According to this paper, "analytic replication" refers to attempts to reproduce results by reanalysing original data; "direct replication" refers to efforts to use the same conditions, materials and methods as an original experiment; "systematic replication" describes efforts to produce the same findings using different experimental conditions (such as trying an experiment in a different cell line or mouse strain), and "conceptual replication", which refers to attempts to demonstrate the general validity of a concept, perhaps even using different organisms.

Across the far-flung fields of scientific research, the landscape only gets more complex. For example, the Reproducibility Project: Psychology, which attempted to replicate 100 psychology studies in order to rate psychology publications, used five indicators of successful replication, while a recent neuroimaging best practices paper came up with 10 levels of reproducibility across three general categories: "measurement stability," "analytical stability," and "generalizability."

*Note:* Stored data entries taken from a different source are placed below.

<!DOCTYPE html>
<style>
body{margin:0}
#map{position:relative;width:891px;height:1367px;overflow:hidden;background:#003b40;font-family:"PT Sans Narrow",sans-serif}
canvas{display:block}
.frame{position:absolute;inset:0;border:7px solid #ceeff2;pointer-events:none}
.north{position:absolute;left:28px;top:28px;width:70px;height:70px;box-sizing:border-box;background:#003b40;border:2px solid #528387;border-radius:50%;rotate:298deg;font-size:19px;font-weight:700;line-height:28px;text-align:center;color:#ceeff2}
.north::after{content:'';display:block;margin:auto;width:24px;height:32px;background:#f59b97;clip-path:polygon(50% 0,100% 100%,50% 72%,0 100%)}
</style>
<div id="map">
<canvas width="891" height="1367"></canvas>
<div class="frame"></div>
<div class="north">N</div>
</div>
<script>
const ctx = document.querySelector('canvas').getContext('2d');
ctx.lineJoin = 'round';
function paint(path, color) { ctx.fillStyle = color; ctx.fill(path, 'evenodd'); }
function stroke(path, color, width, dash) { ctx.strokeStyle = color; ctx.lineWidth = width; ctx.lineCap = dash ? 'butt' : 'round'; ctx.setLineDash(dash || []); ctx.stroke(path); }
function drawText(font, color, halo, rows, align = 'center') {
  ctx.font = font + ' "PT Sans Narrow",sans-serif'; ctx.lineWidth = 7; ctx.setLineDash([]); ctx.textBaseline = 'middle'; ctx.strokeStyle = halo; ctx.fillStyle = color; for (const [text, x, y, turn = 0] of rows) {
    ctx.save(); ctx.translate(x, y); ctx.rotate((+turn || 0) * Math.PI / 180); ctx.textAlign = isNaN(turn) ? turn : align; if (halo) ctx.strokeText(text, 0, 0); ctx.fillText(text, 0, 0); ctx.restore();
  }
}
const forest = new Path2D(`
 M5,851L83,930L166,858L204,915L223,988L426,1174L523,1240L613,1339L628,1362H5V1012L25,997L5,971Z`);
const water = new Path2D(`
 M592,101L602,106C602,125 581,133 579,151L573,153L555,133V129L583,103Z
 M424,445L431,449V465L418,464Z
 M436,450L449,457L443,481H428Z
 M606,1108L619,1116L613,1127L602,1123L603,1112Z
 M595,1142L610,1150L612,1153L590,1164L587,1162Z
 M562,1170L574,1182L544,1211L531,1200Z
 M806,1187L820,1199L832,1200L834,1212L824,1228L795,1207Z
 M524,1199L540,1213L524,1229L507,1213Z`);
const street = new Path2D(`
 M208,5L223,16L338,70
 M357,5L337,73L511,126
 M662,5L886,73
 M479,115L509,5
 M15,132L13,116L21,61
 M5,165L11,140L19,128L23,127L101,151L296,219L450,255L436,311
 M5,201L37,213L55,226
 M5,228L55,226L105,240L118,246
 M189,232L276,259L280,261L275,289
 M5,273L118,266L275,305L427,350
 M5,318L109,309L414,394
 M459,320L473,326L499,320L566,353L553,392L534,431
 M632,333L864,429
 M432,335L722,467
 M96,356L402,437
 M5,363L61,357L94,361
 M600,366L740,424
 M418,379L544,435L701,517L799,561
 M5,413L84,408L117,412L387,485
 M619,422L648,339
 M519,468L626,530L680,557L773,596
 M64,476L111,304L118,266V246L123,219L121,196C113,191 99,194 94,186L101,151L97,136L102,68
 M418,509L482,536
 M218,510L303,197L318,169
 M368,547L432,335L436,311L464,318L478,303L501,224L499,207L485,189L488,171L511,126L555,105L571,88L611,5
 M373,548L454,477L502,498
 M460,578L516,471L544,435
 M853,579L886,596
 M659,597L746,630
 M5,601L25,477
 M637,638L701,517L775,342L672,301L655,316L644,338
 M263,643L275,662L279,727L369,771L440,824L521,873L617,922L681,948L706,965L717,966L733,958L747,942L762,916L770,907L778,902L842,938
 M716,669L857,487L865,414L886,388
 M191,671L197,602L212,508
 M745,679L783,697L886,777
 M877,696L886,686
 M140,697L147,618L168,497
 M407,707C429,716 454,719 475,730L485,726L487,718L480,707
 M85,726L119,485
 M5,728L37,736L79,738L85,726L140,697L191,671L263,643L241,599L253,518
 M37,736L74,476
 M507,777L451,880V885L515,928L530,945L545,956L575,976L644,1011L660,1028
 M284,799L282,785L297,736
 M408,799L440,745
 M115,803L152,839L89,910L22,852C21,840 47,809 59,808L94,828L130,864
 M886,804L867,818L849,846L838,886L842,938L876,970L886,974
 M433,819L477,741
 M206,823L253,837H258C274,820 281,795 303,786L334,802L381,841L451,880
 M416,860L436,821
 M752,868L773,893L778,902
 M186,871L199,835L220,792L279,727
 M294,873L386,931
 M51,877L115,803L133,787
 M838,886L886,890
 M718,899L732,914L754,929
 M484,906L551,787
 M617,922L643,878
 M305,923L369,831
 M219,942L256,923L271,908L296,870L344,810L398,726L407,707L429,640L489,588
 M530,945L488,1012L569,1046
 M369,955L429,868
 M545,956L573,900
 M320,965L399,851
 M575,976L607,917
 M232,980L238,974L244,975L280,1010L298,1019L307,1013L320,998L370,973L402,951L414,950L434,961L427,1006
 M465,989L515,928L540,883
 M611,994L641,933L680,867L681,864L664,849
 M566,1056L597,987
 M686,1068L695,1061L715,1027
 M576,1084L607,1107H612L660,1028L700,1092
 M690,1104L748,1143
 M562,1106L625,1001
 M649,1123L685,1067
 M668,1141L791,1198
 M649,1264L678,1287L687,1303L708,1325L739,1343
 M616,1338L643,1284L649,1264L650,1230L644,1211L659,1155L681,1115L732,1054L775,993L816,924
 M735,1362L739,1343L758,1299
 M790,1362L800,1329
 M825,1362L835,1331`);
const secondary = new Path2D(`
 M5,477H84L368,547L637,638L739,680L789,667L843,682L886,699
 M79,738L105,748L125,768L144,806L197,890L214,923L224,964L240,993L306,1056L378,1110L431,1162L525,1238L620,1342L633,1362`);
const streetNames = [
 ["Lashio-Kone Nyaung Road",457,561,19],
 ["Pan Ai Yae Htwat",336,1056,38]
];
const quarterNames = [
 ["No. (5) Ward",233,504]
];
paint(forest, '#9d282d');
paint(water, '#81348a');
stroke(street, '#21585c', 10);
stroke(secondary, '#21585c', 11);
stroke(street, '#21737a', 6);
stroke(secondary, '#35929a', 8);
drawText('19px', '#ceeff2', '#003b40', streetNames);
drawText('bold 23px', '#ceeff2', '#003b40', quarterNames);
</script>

Differentiating reproducibility seems reasonable, but maybe it's worth returning briefly to the source of the idea itself, which is generally agreed to be Robert Boyle, the OG chemist and discoverer of Boyle's law. He put reproducibility in terms of a law analogy: "For, though the testimony of a single witness shall not suffice to prove the accused party guilty of murder; yet the testimony of two witnesses, though but of equal credit . . . shall ordinarily suffice to prove a man guilty."